Hiding in a tiny castle made of twigs and fallen bark, Manzanita Snow’s sculpted birds were doing just fine.

The elves were another story.

“They’re collapsing in the oven,” said Snow, laughing.

“I’m having to come up with ways to keep them going.”

This Friday night, Snow’s fairy castle made of moss, twigs, pinecones, and acorns will go on display together with over 60 other local artworks at the All Island Art Show.

Speaking a week before the March 10 grand opening at the Haida Gwaii Museum, Snow said the show is always a highlight.

“It’s absolutely different every year,” she said.

One of the few rules is that everyone submits a new piece something finished in the last year.

It was just this October that Snow got really interested in miniatures, especially fairy castles (“They’re all the rage,” she says).

Although she was all thumbs at first, she quickly took to carving tiny clay birds and flowers for the castle garden and gathering bark for the walls.

“It turned out real sweet,” she said.

“I don’t think there’ll be another one like it.”

Jamie McDonald, co-ordinator of this year’s All Island Art Show, said that’s just the kind of try-it attitude that keeps the show rolling.

“It’s always fresh,” she said.

“It can’t be the same old thing, which is a great challenge for artists.”

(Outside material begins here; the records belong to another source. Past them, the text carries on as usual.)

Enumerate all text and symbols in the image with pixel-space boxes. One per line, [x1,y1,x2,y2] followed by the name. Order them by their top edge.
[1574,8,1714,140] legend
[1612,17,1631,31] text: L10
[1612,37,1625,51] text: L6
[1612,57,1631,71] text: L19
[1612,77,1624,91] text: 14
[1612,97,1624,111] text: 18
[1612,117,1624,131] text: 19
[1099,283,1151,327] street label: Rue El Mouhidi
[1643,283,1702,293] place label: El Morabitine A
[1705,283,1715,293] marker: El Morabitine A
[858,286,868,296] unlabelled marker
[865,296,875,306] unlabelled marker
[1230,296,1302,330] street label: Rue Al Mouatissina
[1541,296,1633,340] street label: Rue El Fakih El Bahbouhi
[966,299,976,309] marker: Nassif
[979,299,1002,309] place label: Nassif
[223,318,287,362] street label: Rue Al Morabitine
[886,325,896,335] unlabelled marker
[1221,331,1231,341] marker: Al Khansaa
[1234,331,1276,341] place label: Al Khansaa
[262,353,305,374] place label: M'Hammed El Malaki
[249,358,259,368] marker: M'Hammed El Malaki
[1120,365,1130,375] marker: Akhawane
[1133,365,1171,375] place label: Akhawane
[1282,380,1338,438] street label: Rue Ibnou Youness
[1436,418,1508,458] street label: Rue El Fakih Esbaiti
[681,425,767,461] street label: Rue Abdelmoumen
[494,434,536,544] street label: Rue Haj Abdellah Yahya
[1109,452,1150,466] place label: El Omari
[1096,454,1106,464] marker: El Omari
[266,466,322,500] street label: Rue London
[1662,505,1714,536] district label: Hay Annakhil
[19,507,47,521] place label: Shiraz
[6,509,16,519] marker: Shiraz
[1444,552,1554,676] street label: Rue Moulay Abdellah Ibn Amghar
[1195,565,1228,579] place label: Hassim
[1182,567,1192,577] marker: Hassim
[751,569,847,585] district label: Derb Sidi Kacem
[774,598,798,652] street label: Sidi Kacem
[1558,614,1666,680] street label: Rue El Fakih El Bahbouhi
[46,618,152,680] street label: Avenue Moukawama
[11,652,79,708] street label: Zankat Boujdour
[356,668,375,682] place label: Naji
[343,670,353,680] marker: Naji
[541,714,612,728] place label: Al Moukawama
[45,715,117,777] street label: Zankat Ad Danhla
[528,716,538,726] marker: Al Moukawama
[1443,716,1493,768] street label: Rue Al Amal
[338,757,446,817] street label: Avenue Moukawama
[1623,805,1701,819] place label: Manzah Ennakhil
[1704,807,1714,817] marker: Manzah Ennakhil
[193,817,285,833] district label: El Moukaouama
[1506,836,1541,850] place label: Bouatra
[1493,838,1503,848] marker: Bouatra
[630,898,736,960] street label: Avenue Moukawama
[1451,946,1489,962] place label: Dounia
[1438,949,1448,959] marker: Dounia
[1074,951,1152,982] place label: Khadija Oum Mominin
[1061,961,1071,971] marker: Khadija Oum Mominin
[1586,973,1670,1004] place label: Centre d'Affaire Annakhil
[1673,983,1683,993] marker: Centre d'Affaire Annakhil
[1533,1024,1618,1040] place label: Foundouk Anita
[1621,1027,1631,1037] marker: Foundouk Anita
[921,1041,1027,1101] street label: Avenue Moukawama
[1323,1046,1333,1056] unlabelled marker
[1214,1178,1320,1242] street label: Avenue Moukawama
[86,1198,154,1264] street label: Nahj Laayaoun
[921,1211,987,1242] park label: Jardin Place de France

Considering there are only about 4,200 people living on Haida Gwaii in winter, McDonald said it’s amazing the show gets 60 to 80 artworks every year.

“I think the beauty of this landscape inspires a lot of people,” she said.

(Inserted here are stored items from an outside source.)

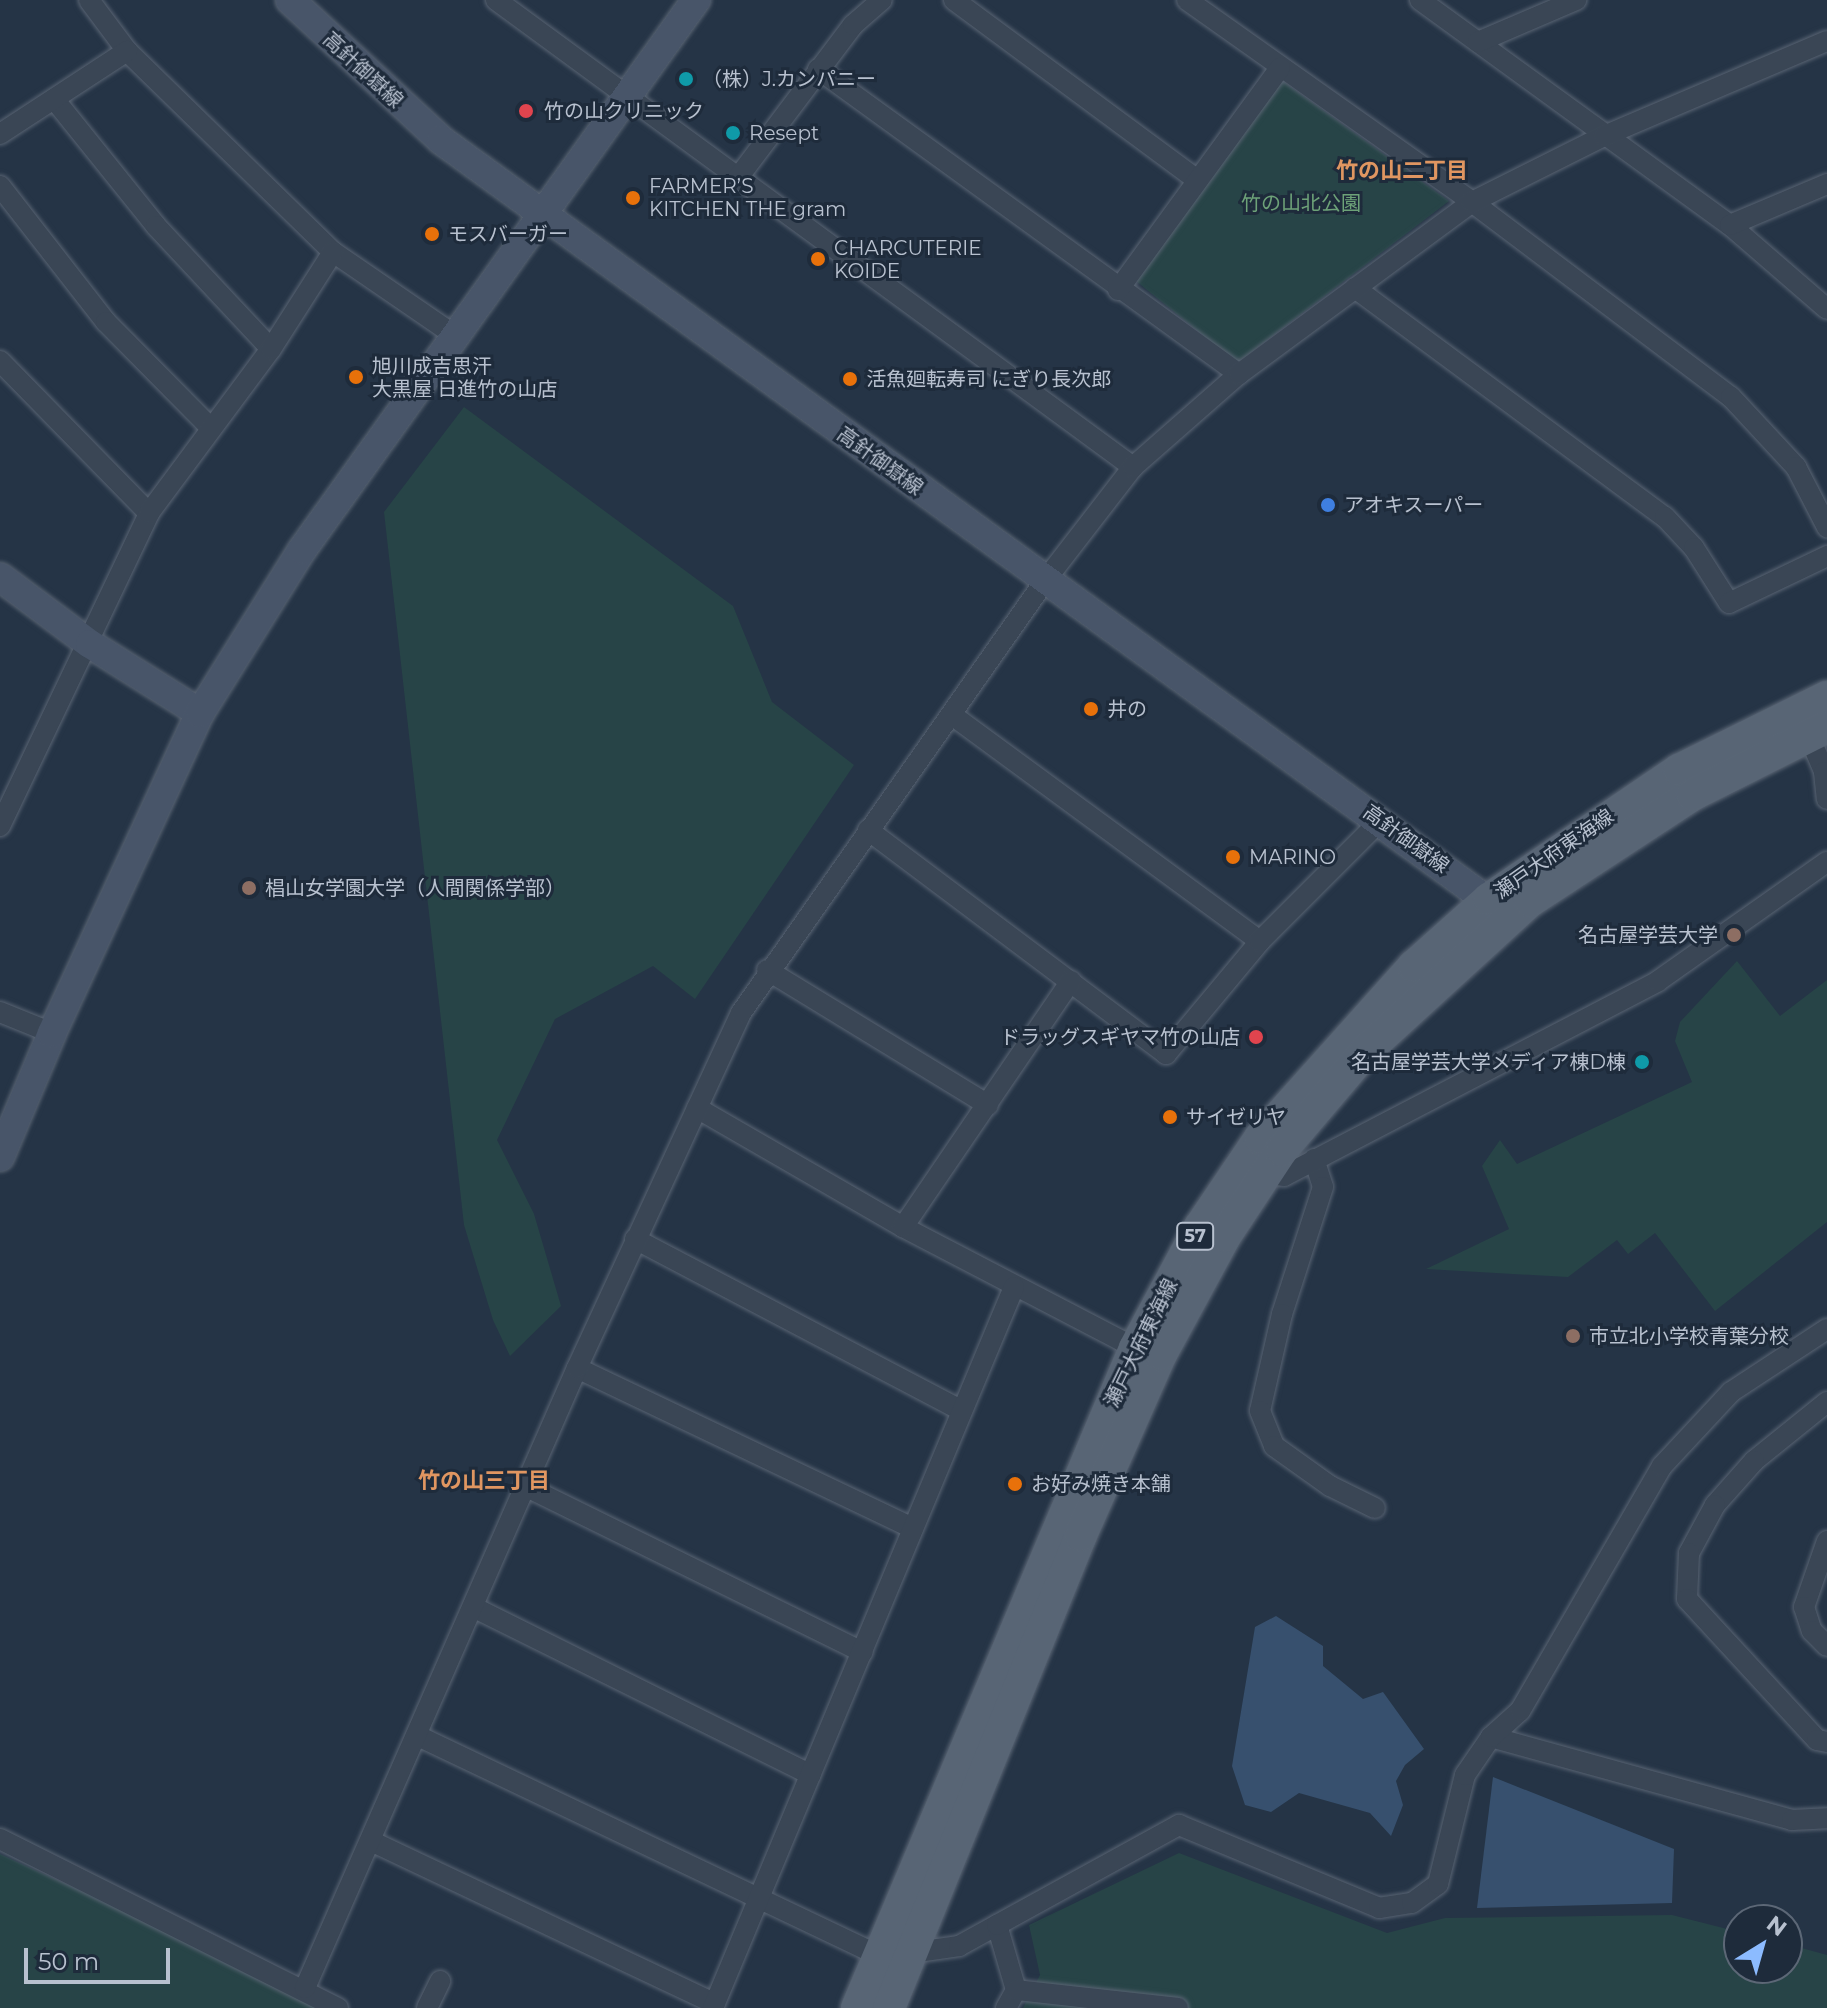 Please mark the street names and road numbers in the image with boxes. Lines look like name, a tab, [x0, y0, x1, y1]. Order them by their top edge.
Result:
street label: 高針御嶽線	[318, 27, 408, 113]
street label: 高針御嶽線	[832, 422, 928, 500]
street label: 高針御嶽線	[1358, 800, 1454, 878]
street label: 瀬戸大府東海線	[1490, 804, 1618, 904]
road number: 57	[1175, 1222, 1215, 1250]
street label: 瀬戸大府東海線	[1100, 1275, 1182, 1411]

McDonald’s own work her first at All Island features beach-combed feathers, shells, rocks and bone.

It’s quite a contrast to the objects she used to find around Montreal, where she once filled the pockets of a clear shower curtain with city treasures a costume sheriff’s badge, a cement mould of someone’s teeth, a printout of a Filipino dating profile.

McDonald said she and others appreciate the museum gallery as a venue four days are set aside to collect and display the works, and all the lights and labels are done to a professional-looking standard.

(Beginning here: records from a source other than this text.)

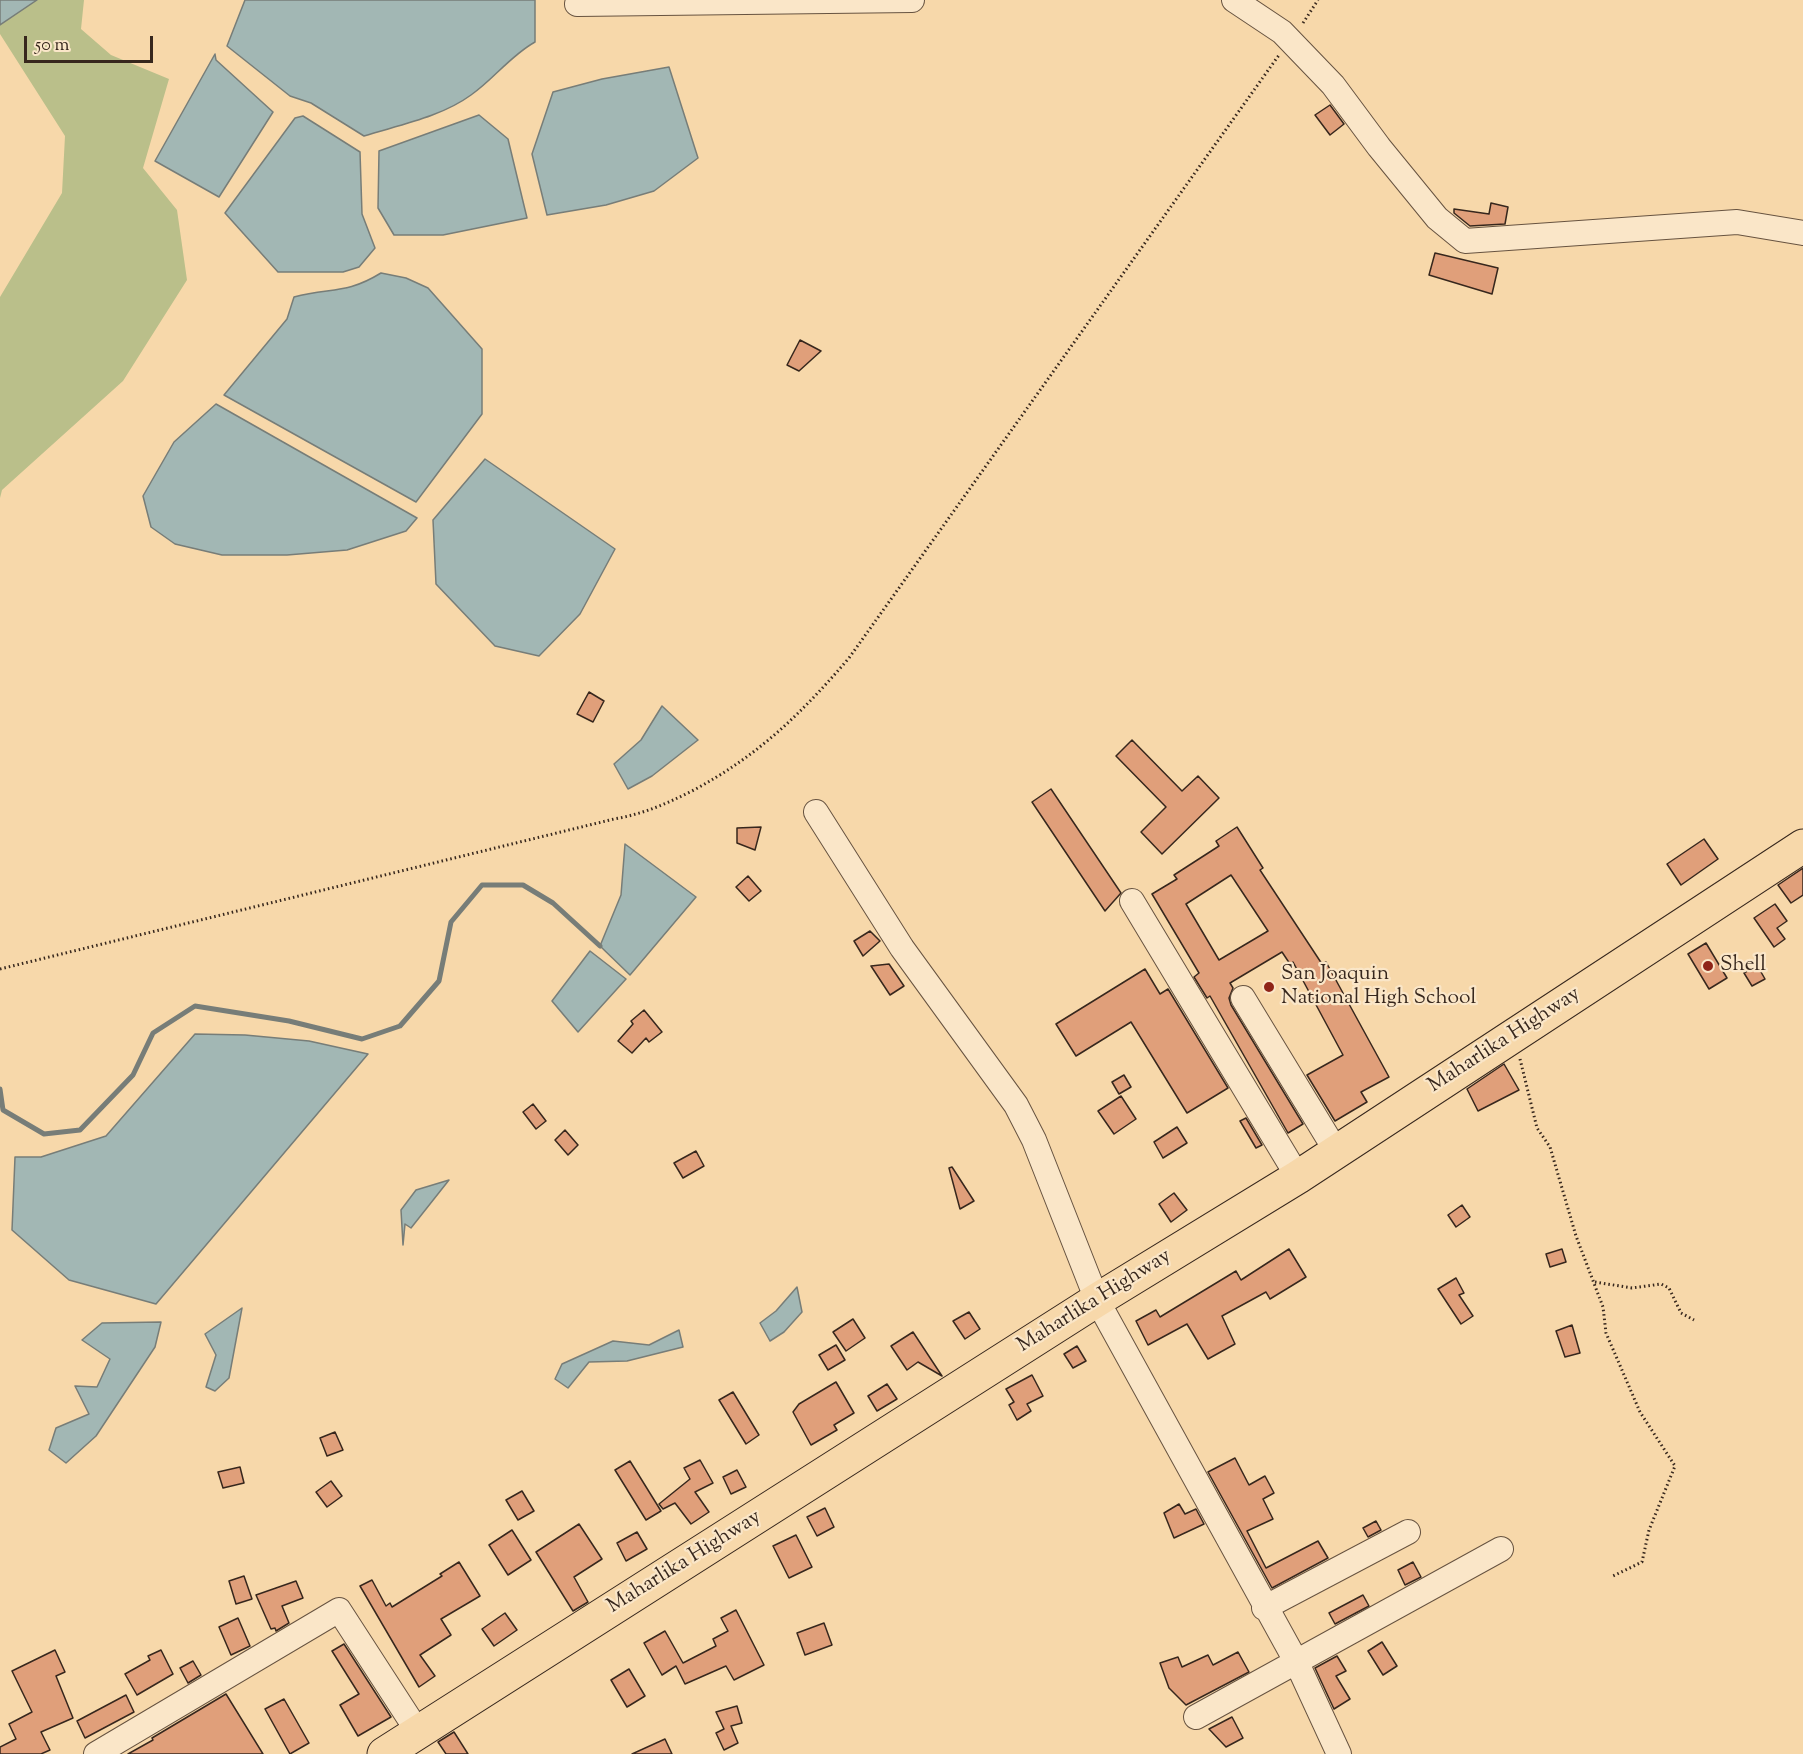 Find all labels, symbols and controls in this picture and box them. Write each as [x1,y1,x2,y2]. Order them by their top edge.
scale bar [27,24,156,62]
text: 50 m [35,33,69,59]
place label: Shell [1720,953,1766,979]
marker: Shell [1701,959,1715,973]
place label: San Joaquin National High School [1281,962,1476,1012]
marker: San Joaquin National High School [1262,980,1276,994]
street label: Maharlika Highway [1424,982,1586,1100]
street label: Maharlika Highway [1014,1245,1176,1359]
street label: Maharlika Highway [604,1506,766,1620]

While the opening is usually jam-packed, there is room in the adjoining hall for live music, desserts made by the artists, and non-alcoholic punch.

Like McDonald, painter Jacquie Poschmann is entering a work in the show for the first time this year.

‘Nurse Stump Along Yakoun River’ is a large painting based on a series of quick sketches she did of a cedar stump entwined by the roots of two younger trees.

“I’m pregnant right now, and there’s a kind of embryonic feel to the painting,” she said.

“There’s new life and new growth I seem to be attracted to that more than ever now when I walk in the woods.”

Making art over the winter can be a “solo, kind of locked-up-in-your-house activity,” she said, so it’s great to have a place to share.

Adjudicated by painter Janice Tanton, now an artist in residence at the Banff Centre, the All Island Art Show opens at 7 p.m. on Friday, March 10 in the Haida Gwaii Museum. Works will remain on display until April 8, and a small commission on any art sales goes back to the museum and next year’s show.